▶ _Task description_
Give the number of lines in the following entries that contain the word "stream", with nothing added.

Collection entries

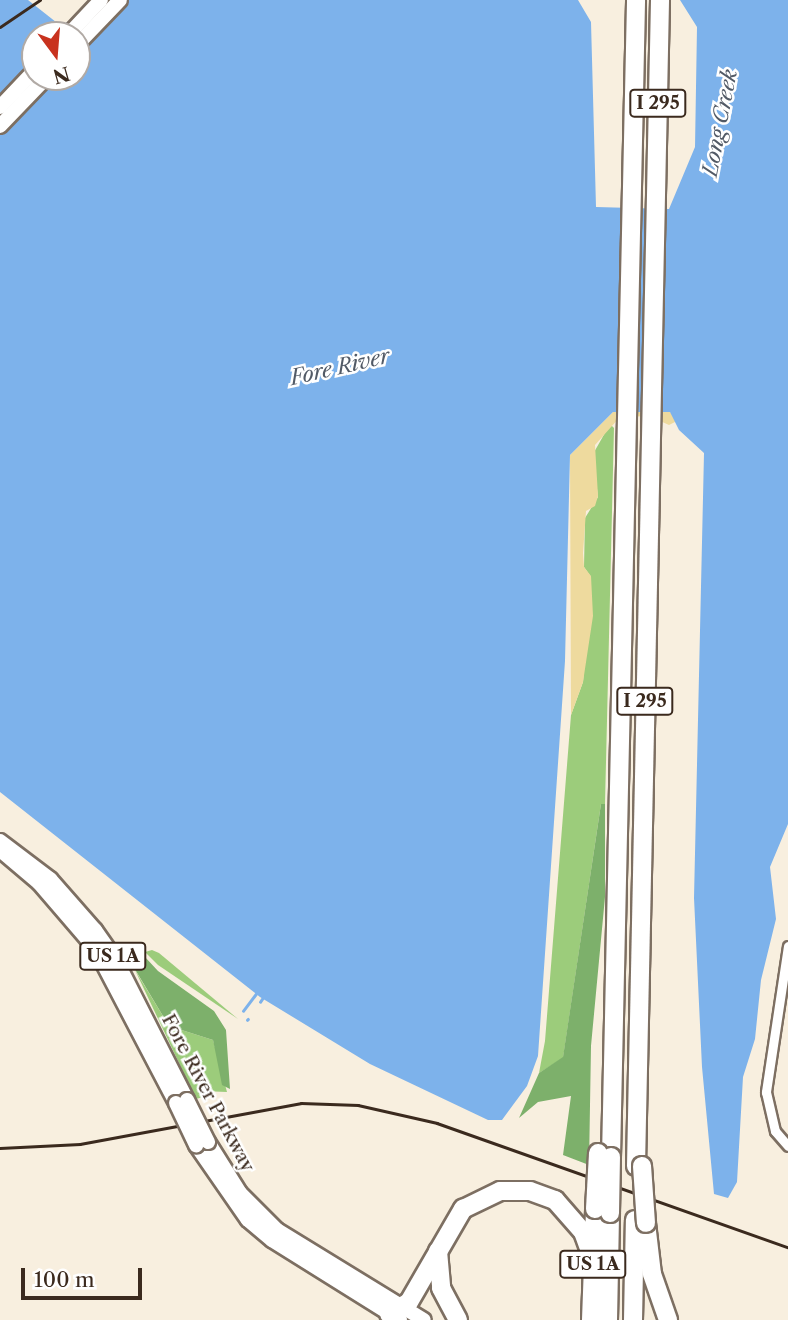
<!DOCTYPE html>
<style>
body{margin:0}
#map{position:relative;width:788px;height:1320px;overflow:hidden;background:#f8efdf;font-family:"Libre Caslon Text",serif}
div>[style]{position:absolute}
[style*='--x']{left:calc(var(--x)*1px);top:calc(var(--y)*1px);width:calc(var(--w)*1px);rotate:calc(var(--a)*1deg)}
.green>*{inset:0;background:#9ccc7b}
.forest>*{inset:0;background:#7db06b}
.sand>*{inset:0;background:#eeda9e}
.water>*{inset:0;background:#7db2eb}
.stream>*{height:2.5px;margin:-1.25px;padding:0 1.25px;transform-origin:1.25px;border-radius:1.25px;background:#7db2eb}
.roads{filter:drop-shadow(2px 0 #7d6f62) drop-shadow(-2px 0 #7d6f62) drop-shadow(0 2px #7d6f62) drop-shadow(0 -2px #7d6f62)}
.minor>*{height:9px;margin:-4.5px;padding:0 4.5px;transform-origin:4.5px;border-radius:4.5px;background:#fff}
.primary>*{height:14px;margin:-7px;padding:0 7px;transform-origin:7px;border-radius:7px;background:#fff}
.motorway>*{height:18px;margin:-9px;padding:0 9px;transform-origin:9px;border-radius:9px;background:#fff}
.rail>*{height:2.5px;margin:-1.25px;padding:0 1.25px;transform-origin:1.25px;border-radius:1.25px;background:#3b2a1e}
.bridges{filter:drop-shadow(2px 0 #7d6f62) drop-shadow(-2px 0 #7d6f62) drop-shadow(0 2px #7d6f62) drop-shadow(0 -2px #7d6f62)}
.primary-bridge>*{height:14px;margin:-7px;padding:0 7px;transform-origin:7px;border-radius:7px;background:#fff}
.motorway-bridge>*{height:18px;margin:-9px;padding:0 9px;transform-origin:9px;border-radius:9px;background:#fff}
span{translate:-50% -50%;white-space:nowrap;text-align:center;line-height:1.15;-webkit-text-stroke:5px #fff;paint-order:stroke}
.shield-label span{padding:2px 5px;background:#fff;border:2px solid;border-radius:5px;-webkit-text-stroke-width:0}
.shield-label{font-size:18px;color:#3b2a1e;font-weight:700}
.street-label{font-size:19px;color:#3b2a1e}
.water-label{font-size:21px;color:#525a66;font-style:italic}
.north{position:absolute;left:21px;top:21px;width:70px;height:70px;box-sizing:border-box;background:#fff;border:2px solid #b1aaa5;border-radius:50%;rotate:164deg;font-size:19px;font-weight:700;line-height:28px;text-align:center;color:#3b2a1e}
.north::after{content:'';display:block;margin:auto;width:24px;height:32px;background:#c8321e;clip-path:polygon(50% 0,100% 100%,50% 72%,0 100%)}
.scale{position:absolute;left:21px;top:1268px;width:121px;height:32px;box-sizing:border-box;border:4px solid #3b2a1e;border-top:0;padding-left:9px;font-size:21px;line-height:24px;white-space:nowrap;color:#3b2a1e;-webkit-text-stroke:5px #fff;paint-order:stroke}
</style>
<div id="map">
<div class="green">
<div style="clip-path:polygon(610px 424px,614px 428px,605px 804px,601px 804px,563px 1058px,539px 1073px,545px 1041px,571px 715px,583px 682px,591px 590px,591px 577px,584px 567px,585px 518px,598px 497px,593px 454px)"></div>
<div style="clip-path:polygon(152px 950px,159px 953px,238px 1019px,158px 965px,145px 952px)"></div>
<div style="clip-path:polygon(135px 970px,169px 1026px,213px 1040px,227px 1092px,202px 1091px,203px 1097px,196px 1099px)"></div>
</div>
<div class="forest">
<div style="clip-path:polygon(601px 804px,605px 804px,605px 897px,591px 1046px,589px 1165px,563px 1155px,571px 1096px,538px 1102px,519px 1118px,539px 1073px,563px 1057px)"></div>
<div style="clip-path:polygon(132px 943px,158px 971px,214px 1011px,226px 1030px,230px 1089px,222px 1085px,213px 1040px,169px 1026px,124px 951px)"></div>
</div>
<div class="sand">
<div style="clip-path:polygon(613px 412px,670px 412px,677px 421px,669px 425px,649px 416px,620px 417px,595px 445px,598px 496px,595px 506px,586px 511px,583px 553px,584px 567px,591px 576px,593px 616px,583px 682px,571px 715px,570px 455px)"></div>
</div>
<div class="water">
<div style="clip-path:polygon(evenodd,0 0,28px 0,61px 26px,101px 0,578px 0,591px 22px,596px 207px,669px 209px,695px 147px,697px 27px,680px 0,788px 0,788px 824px,770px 867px,776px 919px,761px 980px,755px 1039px,743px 1077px,737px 1182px,728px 1198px,714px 1194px,702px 1067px,694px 898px,704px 453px,679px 430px,670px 412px,613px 412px,570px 455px,565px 661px,538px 1056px,527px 1086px,502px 1120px,488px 1120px,370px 1064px,260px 997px,0 792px,0 0,35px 35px,77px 35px,77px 77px,35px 77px,35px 35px)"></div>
</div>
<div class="stream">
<div style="--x:260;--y:1002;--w:4;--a:-56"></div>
<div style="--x:243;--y:1011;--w:21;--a:-53"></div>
<div style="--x:247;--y:1020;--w:1;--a:-45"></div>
</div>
<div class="roads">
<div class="minor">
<div style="--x:788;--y:946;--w:148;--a:98.6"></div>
<div style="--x:766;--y:1092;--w:40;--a:77"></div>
<div style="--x:775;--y:1131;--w:20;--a:49"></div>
</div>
<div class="primary">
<div style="--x:68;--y:35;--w:48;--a:-46.7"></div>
<div style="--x:77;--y:45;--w:62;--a:-46.3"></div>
<div style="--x:0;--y:107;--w:51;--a:-46.6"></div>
<div style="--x:0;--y:126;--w:68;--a:-46.2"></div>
<div style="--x:0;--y:841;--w:63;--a:37.2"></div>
<div style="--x:50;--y:879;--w:68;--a:48.6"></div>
<div style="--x:95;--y:930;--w:37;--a:55"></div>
<div style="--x:116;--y:960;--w:157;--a:63.1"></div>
<div style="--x:0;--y:850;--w:51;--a:40.2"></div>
<div style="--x:39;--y:883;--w:86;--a:49.3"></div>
<div style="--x:95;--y:948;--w:175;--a:62.4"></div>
<div style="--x:208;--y:1142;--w:60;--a:57.9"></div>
<div style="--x:240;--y:1193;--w:52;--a:45"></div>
<div style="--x:277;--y:1230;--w:172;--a:31.5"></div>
<div style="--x:196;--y:1145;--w:91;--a:55.3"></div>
<div style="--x:248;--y:1220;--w:31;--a:40"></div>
<div style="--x:272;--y:1240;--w:151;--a:32"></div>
</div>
<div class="motorway">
<div style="--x:611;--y:1157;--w:1157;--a:-88.76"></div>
<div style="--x:636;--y:1166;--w:1166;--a:-88.82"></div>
<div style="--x:646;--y:1223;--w:51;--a:83.3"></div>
<div style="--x:652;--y:1274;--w:49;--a:70.8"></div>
<div style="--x:438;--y:1251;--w:37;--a:85"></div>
<div style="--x:441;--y:1288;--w:36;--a:62"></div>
<div style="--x:389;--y:1314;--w:23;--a:-31"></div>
<div style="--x:409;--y:1302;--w:108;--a:-59.9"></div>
<div style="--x:463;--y:1209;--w:41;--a:-25.9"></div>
<div style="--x:500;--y:1191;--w:30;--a:0"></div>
<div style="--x:530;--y:1191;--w:27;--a:20"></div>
<div style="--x:555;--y:1200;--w:43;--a:48.8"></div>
<div style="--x:583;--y:1232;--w:29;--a:70"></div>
<div style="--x:591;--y:1320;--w:111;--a:-87.9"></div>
<div style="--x:608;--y:1320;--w:107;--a:-88.9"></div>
<div style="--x:633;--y:1320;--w:100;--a:-88.9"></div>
</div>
</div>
<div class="rail">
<div style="--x:0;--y:27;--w:48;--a:-34"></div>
<div style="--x:0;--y:1148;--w:80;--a:-2.9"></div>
<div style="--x:80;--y:1144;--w:225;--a:-10.5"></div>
<div style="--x:301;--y:1103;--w:57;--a:2"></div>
<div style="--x:358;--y:1105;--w:81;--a:12.8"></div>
<div style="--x:437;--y:1123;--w:372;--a:19.5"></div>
</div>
<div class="bridges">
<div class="primary-bridge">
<div style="--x:187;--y:1100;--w:47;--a:63.4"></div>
<div style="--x:176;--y:1103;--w:47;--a:64.5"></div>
</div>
<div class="motorway-bridge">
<div style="--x:642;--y:1166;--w:57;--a:86"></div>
<div style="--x:595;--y:1209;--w:56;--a:-86.9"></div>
<div style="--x:610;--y:1213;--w:56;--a:-89"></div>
</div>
</div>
<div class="shield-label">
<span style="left:658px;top:103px">I 295</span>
<span style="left:645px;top:701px">I 295</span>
<span style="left:113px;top:956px">US 1A</span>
<span style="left:593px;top:1264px">US 1A</span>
</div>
<div class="street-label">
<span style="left:208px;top:1093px;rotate:62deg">Fore River Parkway</span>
</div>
<div class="water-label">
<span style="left:720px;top:123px;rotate:-79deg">Long Creek</span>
<span style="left:340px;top:367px;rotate:-13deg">Fore River</span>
</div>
<div class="north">N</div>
<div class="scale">100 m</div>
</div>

▶ _Answer space_
2